===== Raw data =====

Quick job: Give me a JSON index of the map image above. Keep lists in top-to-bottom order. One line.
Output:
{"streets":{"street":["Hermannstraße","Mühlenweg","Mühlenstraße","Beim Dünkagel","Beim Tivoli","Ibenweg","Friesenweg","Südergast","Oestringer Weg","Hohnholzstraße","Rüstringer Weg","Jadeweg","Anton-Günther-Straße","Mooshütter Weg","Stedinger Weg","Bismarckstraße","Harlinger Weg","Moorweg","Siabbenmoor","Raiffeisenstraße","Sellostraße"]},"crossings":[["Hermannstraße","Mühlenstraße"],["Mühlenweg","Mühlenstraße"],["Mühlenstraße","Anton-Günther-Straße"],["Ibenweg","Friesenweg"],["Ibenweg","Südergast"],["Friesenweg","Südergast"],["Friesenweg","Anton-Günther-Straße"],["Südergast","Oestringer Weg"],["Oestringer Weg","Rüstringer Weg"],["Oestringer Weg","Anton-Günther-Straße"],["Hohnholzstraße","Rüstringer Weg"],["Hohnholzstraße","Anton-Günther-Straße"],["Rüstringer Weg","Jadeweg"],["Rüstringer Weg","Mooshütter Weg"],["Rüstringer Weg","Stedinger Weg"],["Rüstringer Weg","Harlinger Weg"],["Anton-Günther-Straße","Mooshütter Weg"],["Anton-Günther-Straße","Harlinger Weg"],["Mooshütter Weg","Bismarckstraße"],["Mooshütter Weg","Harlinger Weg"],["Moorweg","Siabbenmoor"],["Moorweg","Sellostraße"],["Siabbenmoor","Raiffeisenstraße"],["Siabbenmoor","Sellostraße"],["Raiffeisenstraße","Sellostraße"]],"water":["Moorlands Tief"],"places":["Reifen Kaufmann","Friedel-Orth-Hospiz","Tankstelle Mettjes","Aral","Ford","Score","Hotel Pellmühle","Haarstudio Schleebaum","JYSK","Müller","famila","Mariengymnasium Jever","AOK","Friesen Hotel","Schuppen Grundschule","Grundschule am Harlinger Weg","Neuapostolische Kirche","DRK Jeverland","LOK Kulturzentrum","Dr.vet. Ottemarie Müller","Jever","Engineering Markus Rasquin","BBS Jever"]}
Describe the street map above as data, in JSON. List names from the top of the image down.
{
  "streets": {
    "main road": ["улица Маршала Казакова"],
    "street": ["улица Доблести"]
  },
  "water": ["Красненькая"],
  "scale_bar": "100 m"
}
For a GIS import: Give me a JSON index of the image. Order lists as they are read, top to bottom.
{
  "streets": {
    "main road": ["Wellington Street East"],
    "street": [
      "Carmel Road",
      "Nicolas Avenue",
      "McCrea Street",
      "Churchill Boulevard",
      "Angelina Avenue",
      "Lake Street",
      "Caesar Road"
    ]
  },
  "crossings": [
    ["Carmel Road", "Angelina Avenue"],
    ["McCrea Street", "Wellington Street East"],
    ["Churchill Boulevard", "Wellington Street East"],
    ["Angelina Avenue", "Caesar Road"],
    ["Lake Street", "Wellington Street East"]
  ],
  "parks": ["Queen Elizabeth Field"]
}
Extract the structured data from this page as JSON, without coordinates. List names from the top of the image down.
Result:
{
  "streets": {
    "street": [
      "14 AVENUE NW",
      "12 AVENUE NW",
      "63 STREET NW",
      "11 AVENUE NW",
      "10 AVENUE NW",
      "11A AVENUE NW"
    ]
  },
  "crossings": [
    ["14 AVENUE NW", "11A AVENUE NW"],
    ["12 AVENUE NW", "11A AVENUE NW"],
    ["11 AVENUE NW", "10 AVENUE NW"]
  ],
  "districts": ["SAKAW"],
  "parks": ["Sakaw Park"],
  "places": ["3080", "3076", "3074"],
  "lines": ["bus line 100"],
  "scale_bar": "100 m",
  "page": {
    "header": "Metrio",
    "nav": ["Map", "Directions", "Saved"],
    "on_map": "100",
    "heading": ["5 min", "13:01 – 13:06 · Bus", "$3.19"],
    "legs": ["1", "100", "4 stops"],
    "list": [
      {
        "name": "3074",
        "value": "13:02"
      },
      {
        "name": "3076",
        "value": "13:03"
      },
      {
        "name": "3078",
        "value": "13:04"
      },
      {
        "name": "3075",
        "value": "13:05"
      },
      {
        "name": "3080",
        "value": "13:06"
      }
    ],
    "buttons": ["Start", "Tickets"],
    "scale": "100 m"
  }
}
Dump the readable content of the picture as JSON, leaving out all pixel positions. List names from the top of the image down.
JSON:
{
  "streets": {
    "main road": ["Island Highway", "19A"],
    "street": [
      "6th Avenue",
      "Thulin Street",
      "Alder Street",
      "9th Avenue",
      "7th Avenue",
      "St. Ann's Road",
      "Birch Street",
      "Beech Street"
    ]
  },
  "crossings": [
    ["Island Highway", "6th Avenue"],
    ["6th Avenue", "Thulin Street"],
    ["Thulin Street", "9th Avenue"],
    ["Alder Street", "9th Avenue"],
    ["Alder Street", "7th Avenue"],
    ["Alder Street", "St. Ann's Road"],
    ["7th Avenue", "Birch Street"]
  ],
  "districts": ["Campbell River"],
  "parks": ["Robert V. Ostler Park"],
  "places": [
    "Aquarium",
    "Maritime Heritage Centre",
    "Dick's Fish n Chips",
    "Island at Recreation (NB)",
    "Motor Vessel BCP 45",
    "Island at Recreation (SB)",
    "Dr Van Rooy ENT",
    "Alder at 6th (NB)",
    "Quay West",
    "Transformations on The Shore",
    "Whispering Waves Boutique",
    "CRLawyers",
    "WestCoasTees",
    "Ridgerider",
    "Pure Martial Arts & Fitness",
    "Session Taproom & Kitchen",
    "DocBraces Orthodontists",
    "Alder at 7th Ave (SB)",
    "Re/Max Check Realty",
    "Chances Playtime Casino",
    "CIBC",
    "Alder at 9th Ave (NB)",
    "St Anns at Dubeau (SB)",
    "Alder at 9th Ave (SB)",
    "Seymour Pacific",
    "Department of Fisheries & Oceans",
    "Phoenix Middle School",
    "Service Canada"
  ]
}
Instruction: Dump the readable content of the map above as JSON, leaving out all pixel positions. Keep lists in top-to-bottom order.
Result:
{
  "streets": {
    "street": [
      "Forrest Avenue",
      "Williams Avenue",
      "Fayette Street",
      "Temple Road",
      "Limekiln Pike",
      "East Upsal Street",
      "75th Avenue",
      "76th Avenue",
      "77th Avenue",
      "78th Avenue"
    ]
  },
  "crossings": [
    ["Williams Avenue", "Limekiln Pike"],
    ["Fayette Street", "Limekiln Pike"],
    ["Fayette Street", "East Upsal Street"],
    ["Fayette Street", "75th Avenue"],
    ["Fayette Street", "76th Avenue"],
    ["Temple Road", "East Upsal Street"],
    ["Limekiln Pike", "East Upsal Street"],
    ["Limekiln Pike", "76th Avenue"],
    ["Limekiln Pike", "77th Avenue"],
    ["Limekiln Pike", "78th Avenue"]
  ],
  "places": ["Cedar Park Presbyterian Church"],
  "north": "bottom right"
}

=====

Say how many lines above include "from", please, and nothing else.

3